| WORK REQUIRED |
If a line in the records below contains "Boulevard", copy that line.

| INFORMATION SUPPLIED |

-----

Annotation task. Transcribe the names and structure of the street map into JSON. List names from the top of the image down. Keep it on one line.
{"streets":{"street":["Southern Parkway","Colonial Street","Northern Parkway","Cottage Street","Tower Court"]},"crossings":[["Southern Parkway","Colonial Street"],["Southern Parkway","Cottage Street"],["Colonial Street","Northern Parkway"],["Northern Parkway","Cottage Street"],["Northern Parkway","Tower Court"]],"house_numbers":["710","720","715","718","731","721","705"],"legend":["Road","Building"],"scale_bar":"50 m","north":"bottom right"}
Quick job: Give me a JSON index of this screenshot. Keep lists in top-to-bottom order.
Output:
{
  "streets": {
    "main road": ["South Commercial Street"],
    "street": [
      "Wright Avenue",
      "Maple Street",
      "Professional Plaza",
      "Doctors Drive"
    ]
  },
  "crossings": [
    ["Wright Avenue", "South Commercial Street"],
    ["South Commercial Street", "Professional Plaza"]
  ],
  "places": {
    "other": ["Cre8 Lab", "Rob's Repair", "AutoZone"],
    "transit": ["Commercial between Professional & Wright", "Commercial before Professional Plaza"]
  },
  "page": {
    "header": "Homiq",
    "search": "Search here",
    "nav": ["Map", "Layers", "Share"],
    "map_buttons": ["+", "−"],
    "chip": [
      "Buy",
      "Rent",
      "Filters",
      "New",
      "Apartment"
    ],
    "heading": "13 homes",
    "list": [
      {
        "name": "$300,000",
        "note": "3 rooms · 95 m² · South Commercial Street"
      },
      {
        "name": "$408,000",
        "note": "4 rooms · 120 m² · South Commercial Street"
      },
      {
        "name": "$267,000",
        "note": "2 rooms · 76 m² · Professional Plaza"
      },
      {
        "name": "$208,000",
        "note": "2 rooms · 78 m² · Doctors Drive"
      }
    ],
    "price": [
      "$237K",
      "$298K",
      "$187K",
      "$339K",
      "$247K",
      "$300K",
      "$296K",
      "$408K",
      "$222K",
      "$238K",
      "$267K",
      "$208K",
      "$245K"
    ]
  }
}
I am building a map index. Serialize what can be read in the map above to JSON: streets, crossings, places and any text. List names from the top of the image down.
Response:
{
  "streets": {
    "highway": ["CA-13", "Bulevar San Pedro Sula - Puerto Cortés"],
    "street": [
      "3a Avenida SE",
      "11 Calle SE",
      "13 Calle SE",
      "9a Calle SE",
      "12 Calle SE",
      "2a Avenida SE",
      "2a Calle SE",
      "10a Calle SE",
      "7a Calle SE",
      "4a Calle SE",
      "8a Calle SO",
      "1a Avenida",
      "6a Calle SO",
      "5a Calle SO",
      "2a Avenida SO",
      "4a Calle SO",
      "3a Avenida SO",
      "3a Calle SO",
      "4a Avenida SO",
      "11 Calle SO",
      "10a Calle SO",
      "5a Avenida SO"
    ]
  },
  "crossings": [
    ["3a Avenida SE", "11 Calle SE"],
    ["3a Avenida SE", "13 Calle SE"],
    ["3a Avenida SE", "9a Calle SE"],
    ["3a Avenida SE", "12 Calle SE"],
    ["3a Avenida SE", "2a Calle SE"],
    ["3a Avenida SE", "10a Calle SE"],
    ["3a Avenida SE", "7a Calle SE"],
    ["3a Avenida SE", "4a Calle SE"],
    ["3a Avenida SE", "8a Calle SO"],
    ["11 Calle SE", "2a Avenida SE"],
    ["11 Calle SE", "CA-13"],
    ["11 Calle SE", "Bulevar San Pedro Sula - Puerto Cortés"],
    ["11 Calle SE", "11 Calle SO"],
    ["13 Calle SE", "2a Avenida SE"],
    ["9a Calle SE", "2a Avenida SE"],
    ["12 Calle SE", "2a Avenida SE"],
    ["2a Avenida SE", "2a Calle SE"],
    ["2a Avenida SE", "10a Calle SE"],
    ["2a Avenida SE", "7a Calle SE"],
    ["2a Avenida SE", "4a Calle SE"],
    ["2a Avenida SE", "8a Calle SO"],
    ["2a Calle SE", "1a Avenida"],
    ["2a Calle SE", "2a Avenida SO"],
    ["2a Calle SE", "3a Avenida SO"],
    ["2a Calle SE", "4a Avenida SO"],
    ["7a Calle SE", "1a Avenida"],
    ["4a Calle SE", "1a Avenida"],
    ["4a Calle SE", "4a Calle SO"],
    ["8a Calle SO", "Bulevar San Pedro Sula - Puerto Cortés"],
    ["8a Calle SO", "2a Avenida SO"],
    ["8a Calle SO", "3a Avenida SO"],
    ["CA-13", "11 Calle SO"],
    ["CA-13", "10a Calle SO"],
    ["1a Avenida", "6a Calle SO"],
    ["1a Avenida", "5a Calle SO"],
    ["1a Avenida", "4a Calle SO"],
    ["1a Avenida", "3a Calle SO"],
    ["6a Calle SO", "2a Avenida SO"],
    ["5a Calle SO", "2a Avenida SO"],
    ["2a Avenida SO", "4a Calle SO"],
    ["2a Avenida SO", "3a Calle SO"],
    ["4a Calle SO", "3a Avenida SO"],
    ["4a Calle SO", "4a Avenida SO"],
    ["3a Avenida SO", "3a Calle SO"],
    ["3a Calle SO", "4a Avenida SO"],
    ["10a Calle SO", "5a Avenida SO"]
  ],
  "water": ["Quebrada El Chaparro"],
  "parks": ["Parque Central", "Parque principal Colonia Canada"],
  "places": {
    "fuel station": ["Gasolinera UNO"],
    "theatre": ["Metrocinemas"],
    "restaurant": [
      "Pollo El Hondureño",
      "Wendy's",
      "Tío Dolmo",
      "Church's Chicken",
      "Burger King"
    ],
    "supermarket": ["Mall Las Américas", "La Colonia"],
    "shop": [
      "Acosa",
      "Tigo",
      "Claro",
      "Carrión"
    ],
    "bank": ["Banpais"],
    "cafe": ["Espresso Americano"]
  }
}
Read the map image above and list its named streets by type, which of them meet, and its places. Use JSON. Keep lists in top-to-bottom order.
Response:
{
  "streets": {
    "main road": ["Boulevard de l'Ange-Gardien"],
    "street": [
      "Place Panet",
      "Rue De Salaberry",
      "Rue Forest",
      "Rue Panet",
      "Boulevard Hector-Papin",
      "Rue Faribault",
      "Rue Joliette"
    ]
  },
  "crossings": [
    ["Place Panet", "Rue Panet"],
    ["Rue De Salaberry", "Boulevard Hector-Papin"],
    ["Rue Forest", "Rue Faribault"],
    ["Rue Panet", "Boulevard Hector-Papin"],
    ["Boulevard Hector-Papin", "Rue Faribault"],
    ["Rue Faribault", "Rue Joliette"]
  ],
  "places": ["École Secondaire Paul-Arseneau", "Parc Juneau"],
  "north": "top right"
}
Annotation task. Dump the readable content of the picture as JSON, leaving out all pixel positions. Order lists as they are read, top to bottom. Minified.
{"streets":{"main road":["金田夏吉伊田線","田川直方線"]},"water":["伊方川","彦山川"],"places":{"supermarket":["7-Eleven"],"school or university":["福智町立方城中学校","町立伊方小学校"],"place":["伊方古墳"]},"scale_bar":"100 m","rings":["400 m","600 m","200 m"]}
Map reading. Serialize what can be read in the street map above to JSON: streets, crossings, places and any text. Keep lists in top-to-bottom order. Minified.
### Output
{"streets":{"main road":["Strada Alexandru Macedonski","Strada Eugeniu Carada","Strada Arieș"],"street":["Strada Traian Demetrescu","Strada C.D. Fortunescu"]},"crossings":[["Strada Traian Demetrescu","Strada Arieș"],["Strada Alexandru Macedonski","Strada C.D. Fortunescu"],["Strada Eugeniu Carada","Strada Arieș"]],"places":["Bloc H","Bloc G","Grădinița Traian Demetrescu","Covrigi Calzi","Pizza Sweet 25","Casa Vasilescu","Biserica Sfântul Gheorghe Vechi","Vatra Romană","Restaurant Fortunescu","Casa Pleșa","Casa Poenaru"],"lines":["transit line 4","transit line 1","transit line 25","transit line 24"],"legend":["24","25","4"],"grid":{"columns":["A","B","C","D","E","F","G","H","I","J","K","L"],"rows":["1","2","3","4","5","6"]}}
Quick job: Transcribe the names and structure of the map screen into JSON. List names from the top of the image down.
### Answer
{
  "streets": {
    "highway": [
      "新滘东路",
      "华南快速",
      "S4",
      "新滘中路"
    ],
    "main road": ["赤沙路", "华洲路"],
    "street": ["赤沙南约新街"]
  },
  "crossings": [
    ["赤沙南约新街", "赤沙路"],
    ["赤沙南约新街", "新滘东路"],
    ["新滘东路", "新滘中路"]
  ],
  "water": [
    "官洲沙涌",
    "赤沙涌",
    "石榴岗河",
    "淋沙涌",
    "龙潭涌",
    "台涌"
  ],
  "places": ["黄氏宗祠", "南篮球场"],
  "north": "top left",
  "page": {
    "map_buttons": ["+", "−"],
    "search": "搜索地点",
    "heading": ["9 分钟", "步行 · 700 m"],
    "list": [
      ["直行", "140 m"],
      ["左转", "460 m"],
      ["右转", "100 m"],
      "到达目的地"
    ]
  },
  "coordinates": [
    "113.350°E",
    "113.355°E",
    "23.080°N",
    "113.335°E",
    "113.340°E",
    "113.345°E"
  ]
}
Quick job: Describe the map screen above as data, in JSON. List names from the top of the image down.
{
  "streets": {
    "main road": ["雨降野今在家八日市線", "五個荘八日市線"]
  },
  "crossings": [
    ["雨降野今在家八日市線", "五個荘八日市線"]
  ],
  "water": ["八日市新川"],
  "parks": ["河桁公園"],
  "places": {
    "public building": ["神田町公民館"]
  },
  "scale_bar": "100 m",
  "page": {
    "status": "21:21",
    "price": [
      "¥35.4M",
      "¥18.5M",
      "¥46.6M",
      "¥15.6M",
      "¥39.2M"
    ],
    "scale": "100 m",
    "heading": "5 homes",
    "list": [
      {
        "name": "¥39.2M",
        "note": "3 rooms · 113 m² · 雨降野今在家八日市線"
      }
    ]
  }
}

-----

| YOUR SOLUTION |
    "main road": ["Boulevard de l'Ange-Gardien"],
      "Boulevard Hector-Papin",
    ["Rue De Salaberry", "Boulevard Hector-Papin"],
    ["Rue Panet", "Boulevard Hector-Papin"],
    ["Boulevard Hector-Papin", "Rue Faribault"],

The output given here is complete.